Information minister-designate Kojo Oppong Nkrumah provided the breakdown to include 100,000 graduates recruited to into the Nation Builders Corp.
Some 24,033 health workers, 20,000 personnel for government’s afforestation programme, 9,572 educational workers.
Other areas include agriculture where 2,700 are set for employment as Extension officers while 3,527 jobs for the security personnel have been created. The minister said about 4,000 more have been recruited into the police service.
The minister said on Joy News late night news analysis show PM Express, the Finance Ministry has given the clearance to hire these numbers.
Each graduate is expected to receive 700cedis per month.

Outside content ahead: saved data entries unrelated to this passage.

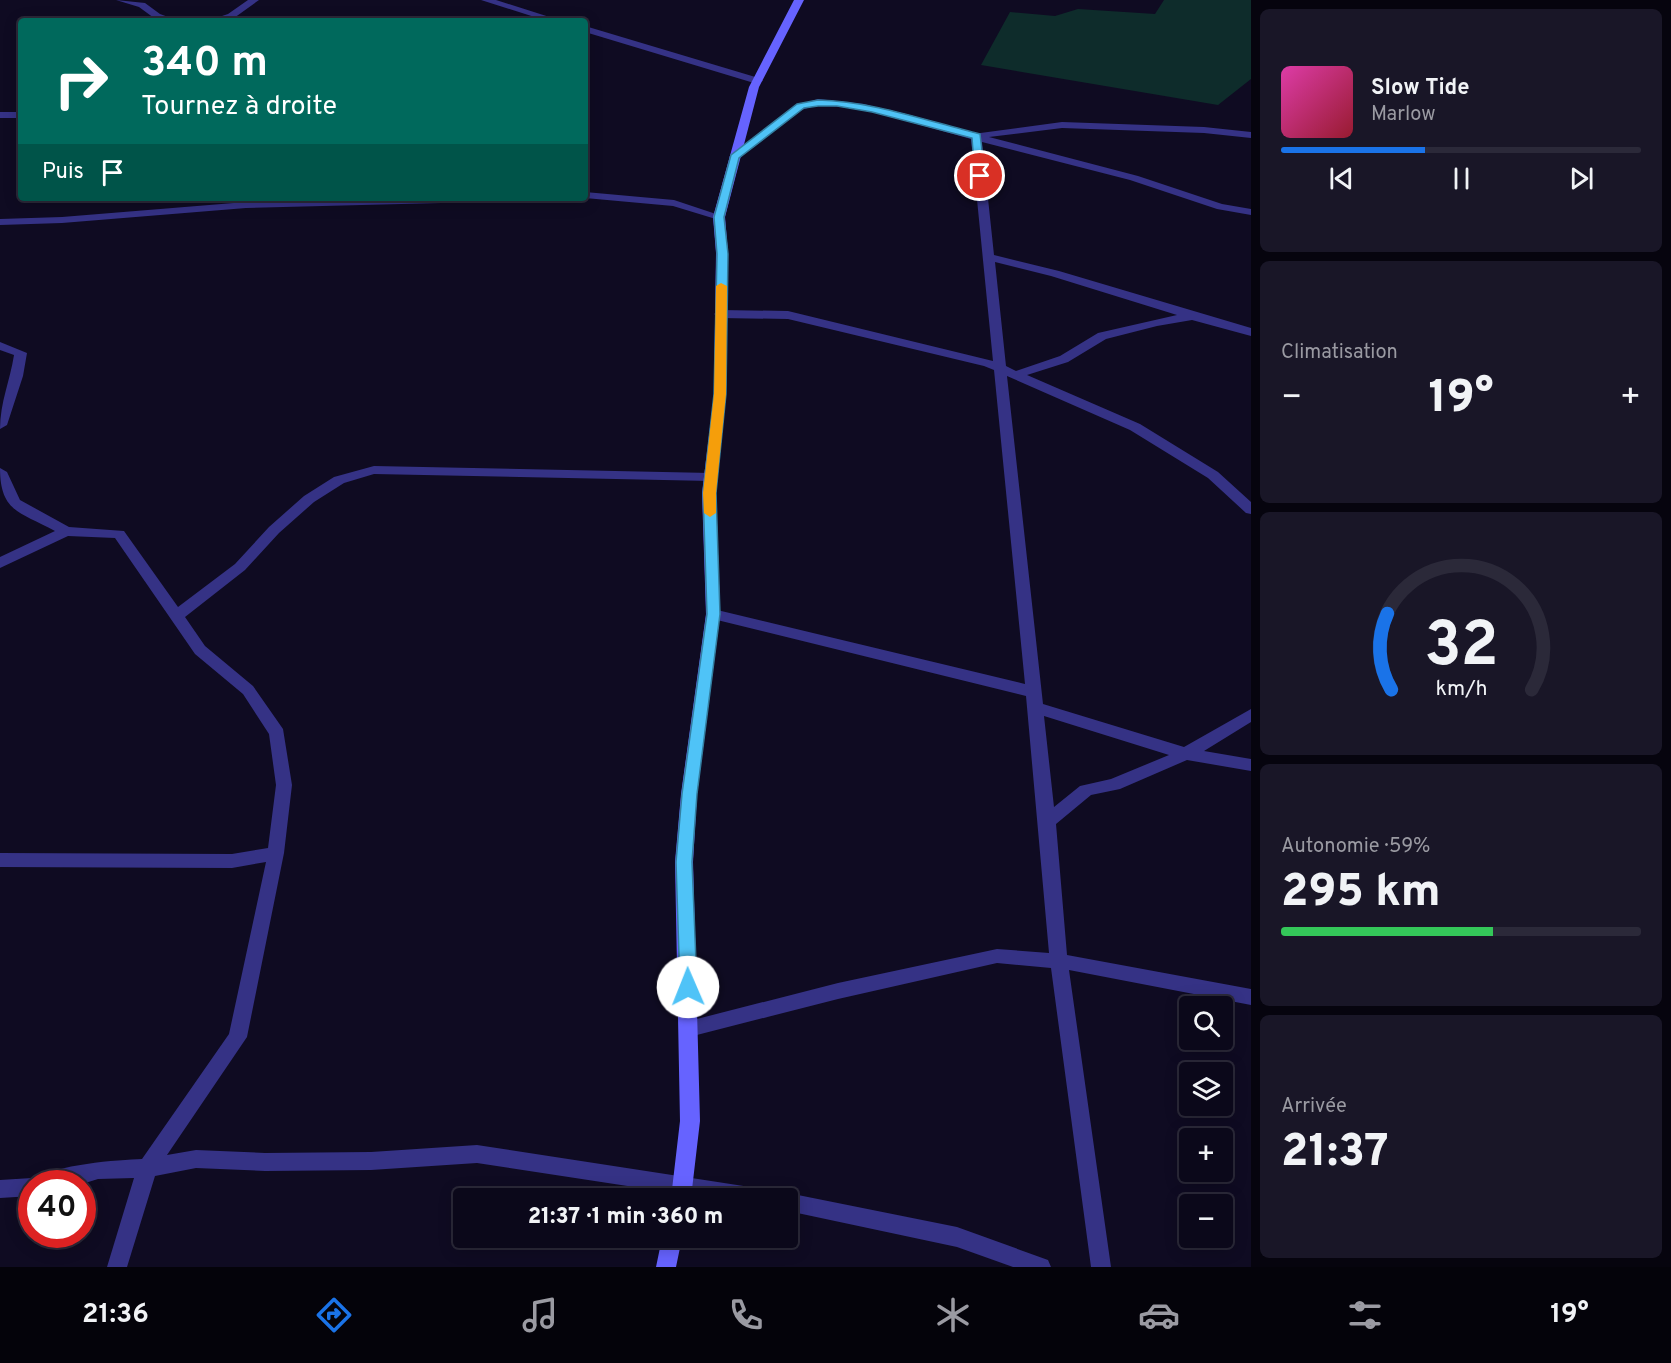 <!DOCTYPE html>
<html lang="fr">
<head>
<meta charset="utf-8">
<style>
  :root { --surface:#0b081a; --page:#191627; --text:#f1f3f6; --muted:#9a9aa2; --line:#2b2939; --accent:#1a73e8 }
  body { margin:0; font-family:Overpass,sans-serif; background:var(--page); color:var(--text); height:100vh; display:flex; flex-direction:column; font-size:22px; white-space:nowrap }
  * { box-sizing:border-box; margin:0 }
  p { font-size:20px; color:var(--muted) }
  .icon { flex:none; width:33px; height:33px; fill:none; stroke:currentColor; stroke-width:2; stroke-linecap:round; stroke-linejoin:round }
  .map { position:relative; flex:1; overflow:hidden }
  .drawer { display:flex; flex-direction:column; gap:9px; padding:9px; background:#06040e; width:420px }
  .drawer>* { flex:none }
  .banner { position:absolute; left:18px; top:18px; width:570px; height:183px; border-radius:6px; box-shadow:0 3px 15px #0003,0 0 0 2px var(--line); background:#00695c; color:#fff; overflow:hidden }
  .fabs { position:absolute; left:1179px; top:996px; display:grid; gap:12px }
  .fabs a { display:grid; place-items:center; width:54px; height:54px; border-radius:6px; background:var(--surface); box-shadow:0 3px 15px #0003,0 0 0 2px var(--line); font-size:30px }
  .speed { position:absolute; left:18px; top:1170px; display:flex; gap:12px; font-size:30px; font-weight:700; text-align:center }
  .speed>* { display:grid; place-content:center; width:78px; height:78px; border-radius:50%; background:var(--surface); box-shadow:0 3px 15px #0003,0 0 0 2px var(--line); line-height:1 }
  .speed .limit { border:9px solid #d22; background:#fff; color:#111 }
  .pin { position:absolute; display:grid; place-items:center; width:51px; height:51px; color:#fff; margin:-26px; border:3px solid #fff; border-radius:50%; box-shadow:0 2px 6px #0007 }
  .me { position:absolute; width:66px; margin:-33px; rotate:359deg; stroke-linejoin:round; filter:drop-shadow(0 0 4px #0008) }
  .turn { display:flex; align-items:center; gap:21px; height:126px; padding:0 24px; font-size:27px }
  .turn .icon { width:78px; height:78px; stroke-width:2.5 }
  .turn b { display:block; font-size:42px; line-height:51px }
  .then { display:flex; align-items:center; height:57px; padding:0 24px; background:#0003; gap:12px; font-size:22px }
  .big { font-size:45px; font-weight:800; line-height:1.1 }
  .drawer .card { flex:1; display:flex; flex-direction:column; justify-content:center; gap:9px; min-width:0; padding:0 21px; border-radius:9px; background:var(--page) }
  .drawer .dial { align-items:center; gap:0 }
  .dial svg { height:156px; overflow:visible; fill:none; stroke:var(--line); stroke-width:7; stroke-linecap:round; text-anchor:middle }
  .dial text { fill:var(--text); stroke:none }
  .song { display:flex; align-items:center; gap:18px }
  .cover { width:72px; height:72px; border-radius:9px; background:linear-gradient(135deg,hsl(320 70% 55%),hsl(350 70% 35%)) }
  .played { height:6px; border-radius:3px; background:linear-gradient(90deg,var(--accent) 40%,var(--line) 40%) }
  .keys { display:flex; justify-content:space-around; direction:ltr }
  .heat { display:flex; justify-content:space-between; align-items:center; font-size:33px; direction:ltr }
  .charge { height:9px; border-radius:4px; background:linear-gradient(90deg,#34c759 59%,var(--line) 0) }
  .trip { position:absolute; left:453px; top:1188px; width:345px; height:60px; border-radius:6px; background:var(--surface); box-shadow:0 3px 15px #0003,0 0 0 2px var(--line); font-weight:800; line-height:60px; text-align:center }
  .tabs { display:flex; height:96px; justify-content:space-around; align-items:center; background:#04030a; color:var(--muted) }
  .tabs .icon { width:42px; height:42px }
  .tabs .selected { color:var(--accent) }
  .tabs b { font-size:27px; color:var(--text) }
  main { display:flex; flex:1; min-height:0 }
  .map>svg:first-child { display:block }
  .green { fill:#0e2c2b }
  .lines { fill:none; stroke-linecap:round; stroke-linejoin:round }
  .street { fill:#353285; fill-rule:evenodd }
  .secondary { fill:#6663ff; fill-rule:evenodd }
  .route { fill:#4fc3f7; stroke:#337fa1; stroke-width:1.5 }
  .slow { fill:#f59e0b }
</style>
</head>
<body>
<main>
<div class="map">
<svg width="1251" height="1267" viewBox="0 0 1251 1267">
  <rect width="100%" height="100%" fill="#0f0b22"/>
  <path class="green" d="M1164,0H1251V79L1218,105L981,65L1010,12L1055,16L1078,9L1155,14Z"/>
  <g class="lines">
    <path class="street" d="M116,0L145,3L160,14L179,21L154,18L139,7Z
      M248,0H259L234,18L207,21L228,14Z
      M481,0H496L562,21H547Z
      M585,26L762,79L763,81L754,83L585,32Z
      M818,99L864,104L973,134L1062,122L1204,127L1251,132V138L1204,133L1062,128L989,137L1138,176L1222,204L1251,209V215L1217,209L1130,180L982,142L994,255L1059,271L1251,328V336L1192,320L1157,326L1106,339L1068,362L1027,375L1140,424L1218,472L1251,502V514L1246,513L1208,478L1130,430L1007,376L1043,704L1184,747L1251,709V722L1204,751L1251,759V771L1187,760L1120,789L1091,795L1056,824L1067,955L1251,989V1005L1069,970L1111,1267H1091L1051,968L997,963L838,999L689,1037L682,1035L680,1029L682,1023L689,1021L838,983L997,949L1049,953L1026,696L713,619L706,614L713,609L1025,684L994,370L984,366L788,319L720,318L714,314L720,310L788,311L993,361L971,139L863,109L818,105L801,110L738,159L734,160L729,157L794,106ZM995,262L1051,276L1177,315L1098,333L1060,356L1016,371L1006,366ZM1044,716L1169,755L1111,779L1080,786L1054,807Z
      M0,112H21V118H0Z
      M585,192L674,200L725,217L719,220L673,206L585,198Z
      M387,198H521L515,201L246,208L62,223L0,225V219L62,217L246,202Z
      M0,342L27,353L23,376L7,425L0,429C0,402 10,381 14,355L0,350Z
      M374,466L711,473L718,477L711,481L374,474L344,483L314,502L279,533L245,570L185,617L205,646L253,686L283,729L292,785L284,853L247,1037L167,1155L196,1150L265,1153L371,1152L477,1145L763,1189L770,1191L773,1198H706L477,1163L371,1170L265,1171L196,1168L155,1176L127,1267H107L134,1178L98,1179L82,1184H32V1196L0,1198V1180L32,1178L37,1180C53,1164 119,1160 142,1159L229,1034L266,862L232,868L0,867V853L232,854L268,848L276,785L269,734L243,694L195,654L115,538L68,536L0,568V557L55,531C20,512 0,512 0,468L7,472L20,500L69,527L124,531L178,607L235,564L269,527L304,496L334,477Z
      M788,1193L957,1227L1048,1260L1051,1267H1013L957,1247L788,1211V1198H779Z"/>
    <path class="secondary" d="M794,0H804L759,87L725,217L728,253L726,394L716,493L720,614L697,794L693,862L700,1121L691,1198H671L680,1121L675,862L681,794L706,614L702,493L714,394L716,253L713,217L749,87Z
      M662,1238H682L676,1267H656Z"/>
  </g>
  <path class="route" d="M818,100C872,101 927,121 980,134L985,176L980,179L975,176L972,138L872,112L837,106H818L804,108L739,158L724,217L728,254L726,394L716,493L720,614L697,794L692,862L697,987L694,991L688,994L682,991L680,987L676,862L682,794L707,614L703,493L714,394L717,254L714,217L731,155L797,104Z"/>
  <path class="slow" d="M721,283L727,286L726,394L716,493V513L710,517L704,513L703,493L714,394L716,286Z"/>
</svg>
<div class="fabs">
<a><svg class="icon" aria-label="search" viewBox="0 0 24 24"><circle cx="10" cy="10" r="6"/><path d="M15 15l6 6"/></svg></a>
<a><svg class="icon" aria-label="layers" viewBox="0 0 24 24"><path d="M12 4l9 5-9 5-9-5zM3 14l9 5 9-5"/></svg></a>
<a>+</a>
<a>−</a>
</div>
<div class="speed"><div class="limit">40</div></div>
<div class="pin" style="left:980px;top:176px;background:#d93025"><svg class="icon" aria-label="arrive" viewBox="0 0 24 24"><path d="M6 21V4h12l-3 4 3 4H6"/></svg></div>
<svg class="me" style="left:688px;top:987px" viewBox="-20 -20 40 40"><circle r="19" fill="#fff"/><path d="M0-13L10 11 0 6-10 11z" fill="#4fc3f7"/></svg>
<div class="trip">21:37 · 1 min · 360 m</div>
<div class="banner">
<div class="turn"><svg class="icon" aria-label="right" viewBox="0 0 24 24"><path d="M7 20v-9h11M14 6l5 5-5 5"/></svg><div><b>340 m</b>Tournez à droite</div></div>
<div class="then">Puis<svg class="icon" aria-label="arrive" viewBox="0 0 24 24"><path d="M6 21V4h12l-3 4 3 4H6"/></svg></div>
</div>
</div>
<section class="drawer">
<div class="card">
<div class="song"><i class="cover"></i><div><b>Slow Tide</b><p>Marlow</p></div></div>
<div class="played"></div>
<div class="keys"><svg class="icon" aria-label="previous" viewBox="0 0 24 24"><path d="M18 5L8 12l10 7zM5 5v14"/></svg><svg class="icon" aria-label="pause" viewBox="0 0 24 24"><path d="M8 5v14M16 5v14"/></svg><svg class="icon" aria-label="next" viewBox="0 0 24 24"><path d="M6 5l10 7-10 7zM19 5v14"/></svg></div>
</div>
<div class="card"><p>Climatisation</p>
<div class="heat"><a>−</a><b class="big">19°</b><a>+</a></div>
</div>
<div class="card dial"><svg viewBox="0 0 100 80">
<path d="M14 69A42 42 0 1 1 86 69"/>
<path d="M14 69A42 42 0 0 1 12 30" stroke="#1a73e8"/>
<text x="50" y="56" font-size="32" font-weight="700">32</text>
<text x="50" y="72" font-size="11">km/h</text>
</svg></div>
<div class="card"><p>Autonomie · 59%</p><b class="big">295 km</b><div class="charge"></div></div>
<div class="card"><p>Arrivée</p><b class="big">21:37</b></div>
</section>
</main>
<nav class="tabs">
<b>21:36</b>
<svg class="icon selected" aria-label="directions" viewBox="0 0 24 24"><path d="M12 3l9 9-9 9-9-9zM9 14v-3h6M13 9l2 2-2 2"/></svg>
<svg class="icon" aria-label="music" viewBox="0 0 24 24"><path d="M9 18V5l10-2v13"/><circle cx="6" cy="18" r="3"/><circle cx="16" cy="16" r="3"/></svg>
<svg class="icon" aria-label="phone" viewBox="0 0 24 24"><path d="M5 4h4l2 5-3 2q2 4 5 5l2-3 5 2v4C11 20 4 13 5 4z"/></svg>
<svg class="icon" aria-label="climate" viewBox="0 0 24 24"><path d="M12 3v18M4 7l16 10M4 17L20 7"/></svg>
<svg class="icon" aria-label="car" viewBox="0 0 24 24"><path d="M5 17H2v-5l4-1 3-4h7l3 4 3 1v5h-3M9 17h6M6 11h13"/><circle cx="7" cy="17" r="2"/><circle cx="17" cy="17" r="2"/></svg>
<svg class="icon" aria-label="filters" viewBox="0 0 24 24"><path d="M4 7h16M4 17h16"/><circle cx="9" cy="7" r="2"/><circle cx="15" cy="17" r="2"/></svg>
<b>19°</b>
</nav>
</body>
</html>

Government’s introduction of Double Track education system has also created the need for some 9,572 educational workers mainly teachers, he said.
Under the Double Track system, overcrowded classrooms in Senior High Schools are divided into two streams with different sets of teachers. The system has created the need for more teachers.
The NPP MP said although the number of jobs created is huge, the high unemployment levels means there is still a cry for jobs.
Co-panelist Ato Forson cast doubt over the minister’s revelation and indicated it would have to be studied.
There is no reliable data on the levels of unemployment in Ghana but the magnitude of the problem was not lost on the 2016 elections campaign which put the New Patriotic Party led by Akufo-Addo into power.
A year into the Akufo-Addo administration the President in January 2018, was asked to show his record of job creation during an interaction with a cross-section of journalists.
Barely four months later, the Labour and Employment minister Ignatius Baffour Awuah on May Day announced government had created one million jobs. The claim was rejected by the Minority which described it as “fathom figures” even after the government provided its evidence.
Questions have been raised about whether the employed into the public service, for example, replace retiring or ageing staff can be considered as job creation.
Government was also criticised for passing off ‘sack-an-replace’ tactics as job creation tool. Former deputy Finance minister Ato Forson, said the government had only filled vacancies with sympathisers after sacking those believed to be sympathisers of the opposition party.
In the latest demand for jobs, a group of thugs loyal to the NPP, Delta Force, last Sunday disrupted a meeting organised by an NPP MP. They said promises to recruit them into the security services have not been fulfilled.